### Exercise requirements:
Read through the listing below, and copy every line where the string "name" appears.

### Data section:
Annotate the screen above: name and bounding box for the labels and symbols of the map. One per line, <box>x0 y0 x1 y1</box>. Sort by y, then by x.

==

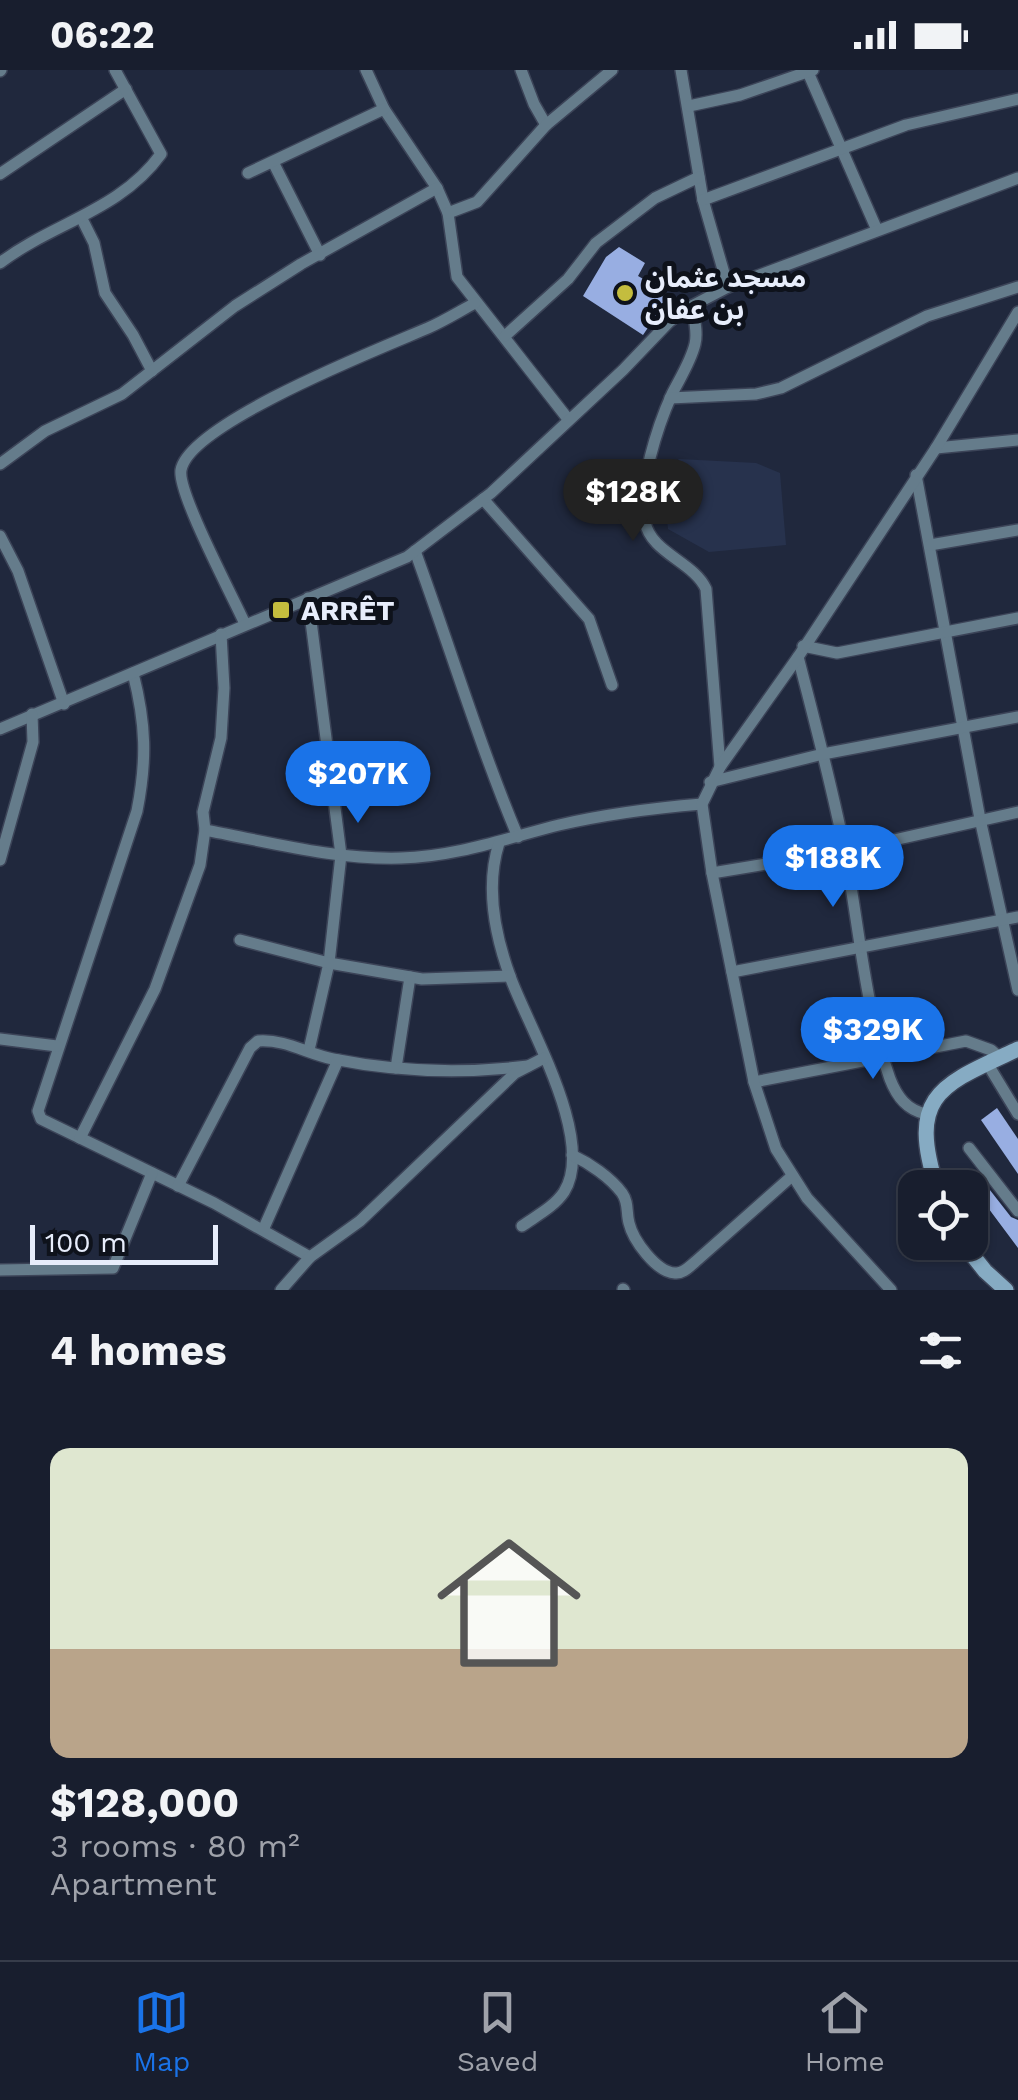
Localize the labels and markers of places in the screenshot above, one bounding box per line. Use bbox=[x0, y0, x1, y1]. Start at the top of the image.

...

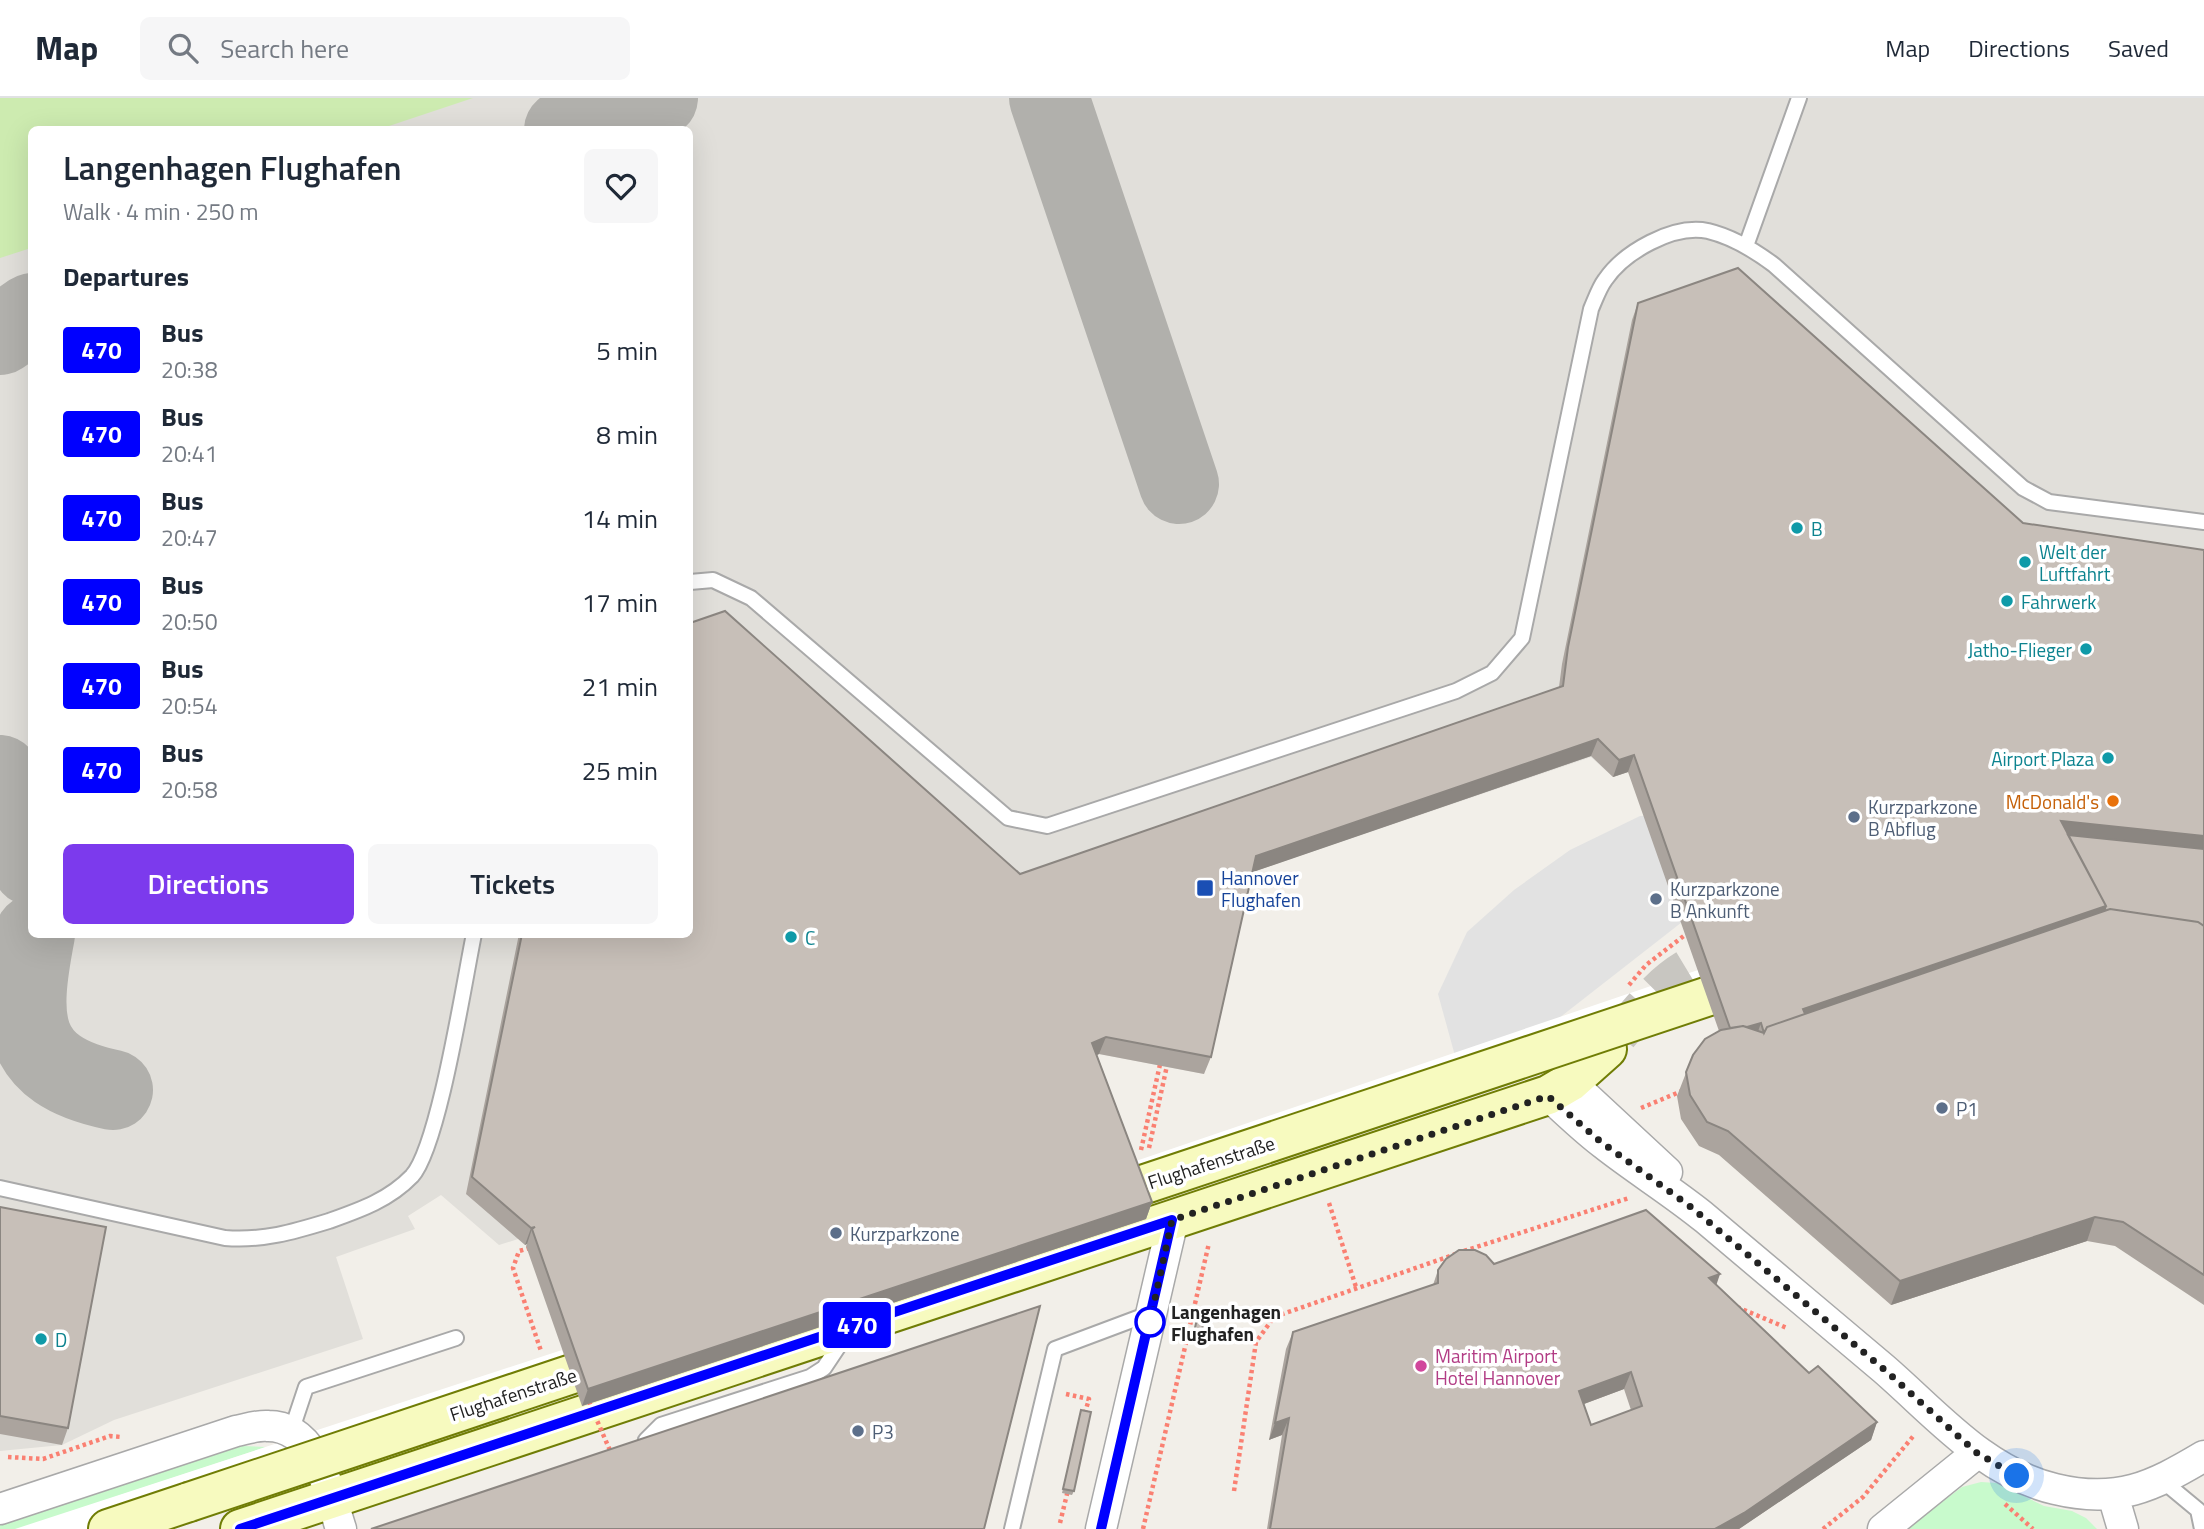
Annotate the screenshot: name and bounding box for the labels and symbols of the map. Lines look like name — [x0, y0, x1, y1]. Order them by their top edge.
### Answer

### Solved problem:
Annotate the screen above: name and bounding box for the labels and symbols of the map. One per line, <box>x0 y0 x1 y1</box>. Sort by y, then by x.
Annotate the screenshot: name and bounding box for the labels and symbols of the map. Lines look like name — [x0, y0, x1, y1]. Order them by their top edge.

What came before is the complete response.